Understanding deep learning isn’t a leaderboard sport—handle with care.
Saliency maps, neuron dissection, sparse autoencoders—each surged on hype, then stalled[1] when follow‑up work showed the insight was mostly noise, easily spoofed, or valid only in cherry‑picked settings. That risks being negative progress: we spend cycles debunking ghosts instead of building cumulative understanding.
The root mismatch is methodological. Mainstream ML capabilities research enjoys a scientific luxury almost no other field gets: public, quantitative benchmarks that tie effort to ground truth. ImageNet accuracy, MMLU, SWE‑bench—one number silently kills bad ideas. With that safety net, you can iterate fast on weak statistics and still converge on something useful. Mechanistic interpretability has no scoreboard for “the network’s internals now make sense.” Implicitly inheriting benchmark‑reliant habits from mainstream ML therefore swaps a ruthless filter for a fog of self‑deception.
How easy is it to fool ourselves? Recall the “Could a neuroscientist understand a microprocessor?” study: standard neuroscience toolkits—ablation tests, tuning curves, dimensionality reduction—were applied to a 6502 chip whose ground truth is fully known. The analyses produced plausible‑looking stories that entirely missed how the processor works. Interpretability faces the same trap: shapely clusters or sharp heat‑maps can look profound until a stronger test dissolves them.
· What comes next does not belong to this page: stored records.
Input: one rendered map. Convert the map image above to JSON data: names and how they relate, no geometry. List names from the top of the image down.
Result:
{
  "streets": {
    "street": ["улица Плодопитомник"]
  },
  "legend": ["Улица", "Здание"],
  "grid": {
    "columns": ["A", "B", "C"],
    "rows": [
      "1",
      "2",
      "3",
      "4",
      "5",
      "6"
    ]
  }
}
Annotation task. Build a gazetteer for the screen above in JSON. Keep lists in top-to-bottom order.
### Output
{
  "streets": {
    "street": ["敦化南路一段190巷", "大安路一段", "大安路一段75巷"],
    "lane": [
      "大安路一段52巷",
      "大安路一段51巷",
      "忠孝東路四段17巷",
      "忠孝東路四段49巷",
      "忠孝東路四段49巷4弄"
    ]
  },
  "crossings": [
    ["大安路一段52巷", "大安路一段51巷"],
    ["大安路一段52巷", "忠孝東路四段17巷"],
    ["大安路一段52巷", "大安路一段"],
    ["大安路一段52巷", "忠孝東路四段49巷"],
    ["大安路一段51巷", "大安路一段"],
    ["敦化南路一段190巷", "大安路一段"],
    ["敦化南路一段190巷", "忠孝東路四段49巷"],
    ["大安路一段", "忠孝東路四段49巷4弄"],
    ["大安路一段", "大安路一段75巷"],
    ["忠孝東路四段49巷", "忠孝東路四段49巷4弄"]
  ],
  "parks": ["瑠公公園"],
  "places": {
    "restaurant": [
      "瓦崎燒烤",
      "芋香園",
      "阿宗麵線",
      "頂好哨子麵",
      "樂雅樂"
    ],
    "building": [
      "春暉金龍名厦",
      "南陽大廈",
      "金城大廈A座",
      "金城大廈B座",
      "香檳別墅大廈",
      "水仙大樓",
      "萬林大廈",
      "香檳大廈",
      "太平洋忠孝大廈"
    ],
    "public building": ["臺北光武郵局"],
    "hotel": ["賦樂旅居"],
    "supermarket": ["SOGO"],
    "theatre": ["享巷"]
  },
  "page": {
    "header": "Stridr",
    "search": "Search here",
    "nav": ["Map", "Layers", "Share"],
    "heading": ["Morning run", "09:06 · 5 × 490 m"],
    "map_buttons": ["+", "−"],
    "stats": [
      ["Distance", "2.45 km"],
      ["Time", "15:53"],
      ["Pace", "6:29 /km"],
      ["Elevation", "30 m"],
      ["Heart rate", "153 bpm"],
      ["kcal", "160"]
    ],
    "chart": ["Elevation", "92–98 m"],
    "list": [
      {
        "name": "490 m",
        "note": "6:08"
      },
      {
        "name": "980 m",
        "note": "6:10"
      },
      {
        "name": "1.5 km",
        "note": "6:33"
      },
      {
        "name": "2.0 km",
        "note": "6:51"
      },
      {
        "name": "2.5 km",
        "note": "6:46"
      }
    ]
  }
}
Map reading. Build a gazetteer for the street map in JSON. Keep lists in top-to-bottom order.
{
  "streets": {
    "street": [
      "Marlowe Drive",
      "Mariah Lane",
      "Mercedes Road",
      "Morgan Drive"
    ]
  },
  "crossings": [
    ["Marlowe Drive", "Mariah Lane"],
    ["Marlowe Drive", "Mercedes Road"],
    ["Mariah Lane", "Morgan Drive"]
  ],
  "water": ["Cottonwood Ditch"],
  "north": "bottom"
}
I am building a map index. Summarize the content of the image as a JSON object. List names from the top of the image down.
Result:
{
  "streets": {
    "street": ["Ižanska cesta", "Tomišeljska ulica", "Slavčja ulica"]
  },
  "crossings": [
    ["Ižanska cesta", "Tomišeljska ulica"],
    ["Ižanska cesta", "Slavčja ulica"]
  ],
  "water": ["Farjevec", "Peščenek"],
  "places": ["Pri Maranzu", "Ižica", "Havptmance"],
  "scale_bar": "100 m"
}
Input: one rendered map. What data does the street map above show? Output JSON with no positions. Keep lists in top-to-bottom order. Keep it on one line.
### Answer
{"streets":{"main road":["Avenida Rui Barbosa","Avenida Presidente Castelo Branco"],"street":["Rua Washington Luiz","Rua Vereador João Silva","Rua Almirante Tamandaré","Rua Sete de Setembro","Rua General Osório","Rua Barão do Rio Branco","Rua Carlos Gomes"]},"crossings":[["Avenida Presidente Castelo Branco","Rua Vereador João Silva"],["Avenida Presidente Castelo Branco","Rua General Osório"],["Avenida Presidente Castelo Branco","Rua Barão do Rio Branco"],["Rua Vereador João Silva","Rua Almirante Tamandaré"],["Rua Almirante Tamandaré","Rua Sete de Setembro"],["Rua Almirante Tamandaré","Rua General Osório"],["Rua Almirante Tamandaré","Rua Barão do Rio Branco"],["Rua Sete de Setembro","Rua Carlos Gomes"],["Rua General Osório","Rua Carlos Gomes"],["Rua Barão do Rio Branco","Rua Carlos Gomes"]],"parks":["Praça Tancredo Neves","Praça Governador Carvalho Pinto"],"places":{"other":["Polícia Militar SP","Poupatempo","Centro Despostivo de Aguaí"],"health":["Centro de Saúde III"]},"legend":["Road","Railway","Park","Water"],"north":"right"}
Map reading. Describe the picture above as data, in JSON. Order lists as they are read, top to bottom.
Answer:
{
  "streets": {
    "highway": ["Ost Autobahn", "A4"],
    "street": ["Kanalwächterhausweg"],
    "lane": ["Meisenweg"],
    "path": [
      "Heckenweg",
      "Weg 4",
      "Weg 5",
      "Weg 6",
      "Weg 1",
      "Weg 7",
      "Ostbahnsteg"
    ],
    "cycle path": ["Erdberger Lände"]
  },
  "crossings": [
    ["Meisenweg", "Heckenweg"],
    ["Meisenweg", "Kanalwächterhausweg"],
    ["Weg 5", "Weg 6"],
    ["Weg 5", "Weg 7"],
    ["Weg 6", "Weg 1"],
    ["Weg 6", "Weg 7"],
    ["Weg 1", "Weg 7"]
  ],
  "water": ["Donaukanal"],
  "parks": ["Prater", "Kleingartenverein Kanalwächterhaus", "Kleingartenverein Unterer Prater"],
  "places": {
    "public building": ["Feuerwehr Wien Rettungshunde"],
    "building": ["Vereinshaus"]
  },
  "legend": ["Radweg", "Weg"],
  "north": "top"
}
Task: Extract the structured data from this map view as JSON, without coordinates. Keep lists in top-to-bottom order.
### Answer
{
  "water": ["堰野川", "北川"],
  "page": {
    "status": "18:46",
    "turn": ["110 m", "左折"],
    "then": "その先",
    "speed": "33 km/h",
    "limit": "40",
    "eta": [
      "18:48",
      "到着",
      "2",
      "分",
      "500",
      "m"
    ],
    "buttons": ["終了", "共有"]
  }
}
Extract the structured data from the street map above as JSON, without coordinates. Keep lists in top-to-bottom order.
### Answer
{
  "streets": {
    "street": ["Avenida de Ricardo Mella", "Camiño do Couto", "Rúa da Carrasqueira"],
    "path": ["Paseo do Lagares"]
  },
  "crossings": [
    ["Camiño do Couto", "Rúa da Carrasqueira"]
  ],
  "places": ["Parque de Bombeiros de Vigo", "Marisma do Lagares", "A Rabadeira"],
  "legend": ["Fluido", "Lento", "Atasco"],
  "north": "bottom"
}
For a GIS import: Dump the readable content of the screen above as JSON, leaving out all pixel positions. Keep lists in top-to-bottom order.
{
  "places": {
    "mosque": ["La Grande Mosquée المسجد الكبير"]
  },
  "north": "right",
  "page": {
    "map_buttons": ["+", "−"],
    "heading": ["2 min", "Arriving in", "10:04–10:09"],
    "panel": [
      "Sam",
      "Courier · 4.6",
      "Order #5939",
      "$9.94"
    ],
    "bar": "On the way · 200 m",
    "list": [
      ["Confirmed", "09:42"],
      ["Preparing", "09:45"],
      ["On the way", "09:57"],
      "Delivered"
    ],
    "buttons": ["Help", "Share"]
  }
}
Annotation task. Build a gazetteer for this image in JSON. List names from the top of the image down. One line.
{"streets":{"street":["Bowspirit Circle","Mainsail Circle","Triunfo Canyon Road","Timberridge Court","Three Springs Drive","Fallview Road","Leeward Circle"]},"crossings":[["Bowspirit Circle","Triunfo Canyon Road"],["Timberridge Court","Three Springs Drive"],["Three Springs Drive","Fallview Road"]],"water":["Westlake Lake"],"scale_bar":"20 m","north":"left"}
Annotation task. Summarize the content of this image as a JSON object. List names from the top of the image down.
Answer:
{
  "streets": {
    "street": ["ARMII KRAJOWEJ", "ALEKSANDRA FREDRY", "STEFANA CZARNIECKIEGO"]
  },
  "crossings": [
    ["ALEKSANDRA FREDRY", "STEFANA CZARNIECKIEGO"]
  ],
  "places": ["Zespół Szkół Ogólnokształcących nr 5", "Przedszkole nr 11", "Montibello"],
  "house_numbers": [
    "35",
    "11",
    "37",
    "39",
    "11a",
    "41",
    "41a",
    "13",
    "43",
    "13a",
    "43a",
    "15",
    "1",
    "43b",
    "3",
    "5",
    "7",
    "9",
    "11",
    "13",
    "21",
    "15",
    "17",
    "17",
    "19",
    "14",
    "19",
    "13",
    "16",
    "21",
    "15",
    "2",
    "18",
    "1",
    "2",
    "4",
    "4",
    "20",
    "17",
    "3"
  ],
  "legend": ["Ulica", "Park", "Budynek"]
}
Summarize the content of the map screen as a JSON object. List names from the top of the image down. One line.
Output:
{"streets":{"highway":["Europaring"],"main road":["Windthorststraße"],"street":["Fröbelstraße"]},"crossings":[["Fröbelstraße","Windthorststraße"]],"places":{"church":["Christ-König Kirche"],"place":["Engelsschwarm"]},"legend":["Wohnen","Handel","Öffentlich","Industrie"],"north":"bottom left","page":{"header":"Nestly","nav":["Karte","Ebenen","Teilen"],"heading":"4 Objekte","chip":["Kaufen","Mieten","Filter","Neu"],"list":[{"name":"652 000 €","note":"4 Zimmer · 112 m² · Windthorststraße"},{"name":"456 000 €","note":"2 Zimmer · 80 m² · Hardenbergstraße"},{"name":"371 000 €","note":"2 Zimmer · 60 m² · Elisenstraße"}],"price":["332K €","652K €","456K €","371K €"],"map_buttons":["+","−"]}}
What methodological standard should replace the leaderboard? Reasonable researchers will disagree[2]. Borrowing from mature natural sciences like physics or neuroscience seems like a sensible default, but a proper discussion is beyond this note. The narrow claim is simpler:
Because no external benchmark will catch your mistakes, you must design your own guardrails. Methodology for understanding deep learning is an open problem, not a hand‑me‑down from capabilities work.
So, before shipping the next clever probe, pause and ask: Where could I be fooling myself, and what concrete test would reveal it? If you don’t have a clear answer, you may be sprinting without the safety net this methodology assumes—and that’s precisely when caution matters most.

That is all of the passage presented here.